Premières en date, les villes de Lille, Cologne, Rotterdam, Turin, Liège et Esch-sur-Alzette (respectivement en Allemagne, aux Pays-Bas, en Italie, en Belgique et au Luxembourg) s’unissent dans le cadre d’un multipartenariat formé en 1958. L’idée derrière, promouvoir une “construction européenne” et “l’apprentissage réciproque de la langue du partenaire”, selon les termes du site de la mairie de Lille. Suit la ville de Leeds au Royaume-Uni, qui en 1968 s’associe, “dans un même souci de solidarité et de promotion du vivre ensemble”.
“Le monde est mon village”, disait Pierre Mauroy, ancien maire de Lille de 1973 à 2001. A l’image de cette citation, l’homme politique a tenté d’ouvrir les partenariats de la ville du Nord, en témoignent les jumelages entrepris durant son mandat. C’est ainsi qu’en 1978 sont entrepris l’union de Lille avec Saint-Louis au Sénégal, puis avec la ville ukrainienne Kharkov la même année (alors encore en Union soviétique, raison pour laquelle le jumelage a été reconduit en 1998).

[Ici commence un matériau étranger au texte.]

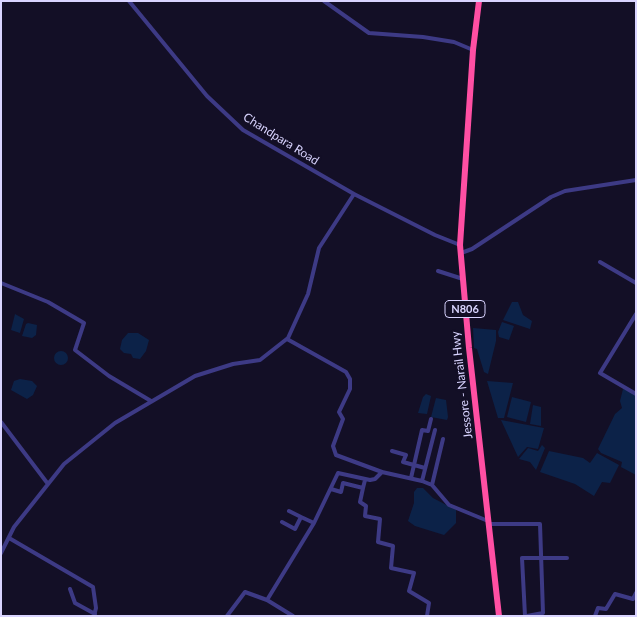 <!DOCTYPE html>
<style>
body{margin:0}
#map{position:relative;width:637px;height:617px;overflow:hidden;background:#130f26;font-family:Lato,sans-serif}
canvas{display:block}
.frame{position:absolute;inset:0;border:2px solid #d9d4ff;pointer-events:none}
</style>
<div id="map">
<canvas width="637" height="617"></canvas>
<div class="frame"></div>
</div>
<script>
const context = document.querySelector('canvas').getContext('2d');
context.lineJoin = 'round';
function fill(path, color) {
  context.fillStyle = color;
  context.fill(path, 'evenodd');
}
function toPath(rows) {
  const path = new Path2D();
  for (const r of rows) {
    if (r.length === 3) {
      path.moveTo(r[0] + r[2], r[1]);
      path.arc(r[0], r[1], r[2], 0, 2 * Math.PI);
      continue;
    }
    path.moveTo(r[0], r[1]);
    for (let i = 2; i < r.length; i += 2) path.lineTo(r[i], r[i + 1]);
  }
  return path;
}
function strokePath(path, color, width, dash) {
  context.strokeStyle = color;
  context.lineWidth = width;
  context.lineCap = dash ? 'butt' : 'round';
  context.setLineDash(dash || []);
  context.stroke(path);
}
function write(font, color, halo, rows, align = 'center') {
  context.font = font + ' Lato,sans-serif';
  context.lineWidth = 4.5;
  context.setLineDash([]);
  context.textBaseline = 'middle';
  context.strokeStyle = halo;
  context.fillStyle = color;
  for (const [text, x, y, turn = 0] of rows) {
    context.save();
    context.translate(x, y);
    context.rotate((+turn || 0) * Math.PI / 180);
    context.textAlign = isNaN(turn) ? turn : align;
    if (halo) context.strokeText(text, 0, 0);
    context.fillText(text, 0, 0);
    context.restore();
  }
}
const water = toPath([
 [512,302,518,302,523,315,532,321,530,329,503,320],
 [15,314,24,319,20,333,11,330],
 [502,322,514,326,509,340,499,337,498,332],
 [28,323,37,325,36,335,32,338,22,336,26,324],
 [473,328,496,330,496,341,488,374,484,372,477,349,474,348],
 [128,333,138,333,149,340,146,351,140,359,133,358,131,354,124,353,120,349,122,340],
 [61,358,7],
 [20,379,32,381,37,386,33,395,27,399,11,390,14,381],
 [487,381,513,383,504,418,498,418],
 [623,389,636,393,636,475,621,467,622,462,601,453,598,449,615,414,622,408,620,401],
 [426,394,431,396,427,414,418,413,423,397],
 [512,397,531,402,526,422,507,417],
 [436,398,446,400,448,417,447,420,431,417],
 [533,405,541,407,541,426,530,424],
 [501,420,544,428,538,449,527,447,518,457],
 [542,445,545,448,536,470,530,462,519,459,528,448,538,451],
 [549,451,583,458,590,463,597,453,619,465,610,483,602,482,594,496,575,484,540,472],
 [417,488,423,488,433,498,456,510,456,523,444,535,415,526,408,521,414,503,414,492]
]);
const street = toPath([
 [129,1,207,96,243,130,354,194,435,235,460,245],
 [324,1,369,33,423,37,454,42,473,50],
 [461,253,472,249,551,197,565,191,636,180],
 [600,262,636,283],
 [438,271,463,279],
 [1,283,48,302,84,323,75,350,109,376,151,401],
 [465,309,476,310],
 [636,314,600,373,636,394],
 [287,339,346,372,350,379,350,389,339,412,343,419,333,446,336,455,382,472],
 [1,422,48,484],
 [392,451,406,455,403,462,425,468],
 [411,478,422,430,428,431,431,419],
 [422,481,435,430],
 [432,485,443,439],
 [363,488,360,502,366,506,365,516,380,519,378,542,393,546,391,568,414,573,409,591,429,603,427,616],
 [331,489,341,492,343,483,363,488,365,480],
 [289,511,301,517],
 [282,522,295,529,301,517,314,523],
 [490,524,540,524,543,613,527,616],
 [9,538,93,587,96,608,94,616],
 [1,553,14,527,64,464,115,423,195,376,233,364,260,360,288,338,308,294,319,248,354,194],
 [70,589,75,603,95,614],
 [267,600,293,616],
 [227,616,245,592,267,600,314,523,338,473,370,480,375,479,382,472,422,481,432,485,449,505,488,521],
 [525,616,522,558,567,558],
 [595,616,598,608,606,609,615,594,633,599,636,593]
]);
const highway = toPath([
 [479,1,473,50,460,245,469,348,499,616]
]);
const shields = [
 [465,309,40]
];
const shieldNames = [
 ["N806",465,309]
];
const streetNames = [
 ["Chandpara Road",281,139,32],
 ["Jessore - Narail Hwy",462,385,-97]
];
fill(water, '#0c2248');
strokePath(street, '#3d3a85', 4);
strokePath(highway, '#ff4fa3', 6);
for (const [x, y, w] of shields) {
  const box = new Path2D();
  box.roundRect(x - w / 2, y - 8.5, w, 17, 4);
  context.fillStyle = '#130f26';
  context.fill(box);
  strokePath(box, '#d9d4ff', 1);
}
write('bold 11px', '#d9d4ff', null, shieldNames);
write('12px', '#d9d4ff', '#130f26', streetNames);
</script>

Pierre Mauroy se tourne vers Valladolid (Espagne) en 1987 et Erfurt (alors en République démocratique allemande) en 1988. Enfin, quelque temps plus tard, il n’hésitera pas à initier, au Moyen-Orient, des jumelages diplomatiquement plus sensibles. A été inauguré en 1988 un jumelage avec la ville de Safed qui a débouché sur une importante coopération médicale entre les deux villes. Mais, dans le même temps, la ville de Lille multiplie les contacts avec la ville palestinienne de Naplouse, qui mène à son jumelage en 1998.
Dernière en date, c’est la ville polonaise de Wroclaw qui s’associe à Lille en 2013 après un rapprochement depuis 2009, symbole de l’importante population polonaise immigrée dans le Nord dans les années 1920-1930.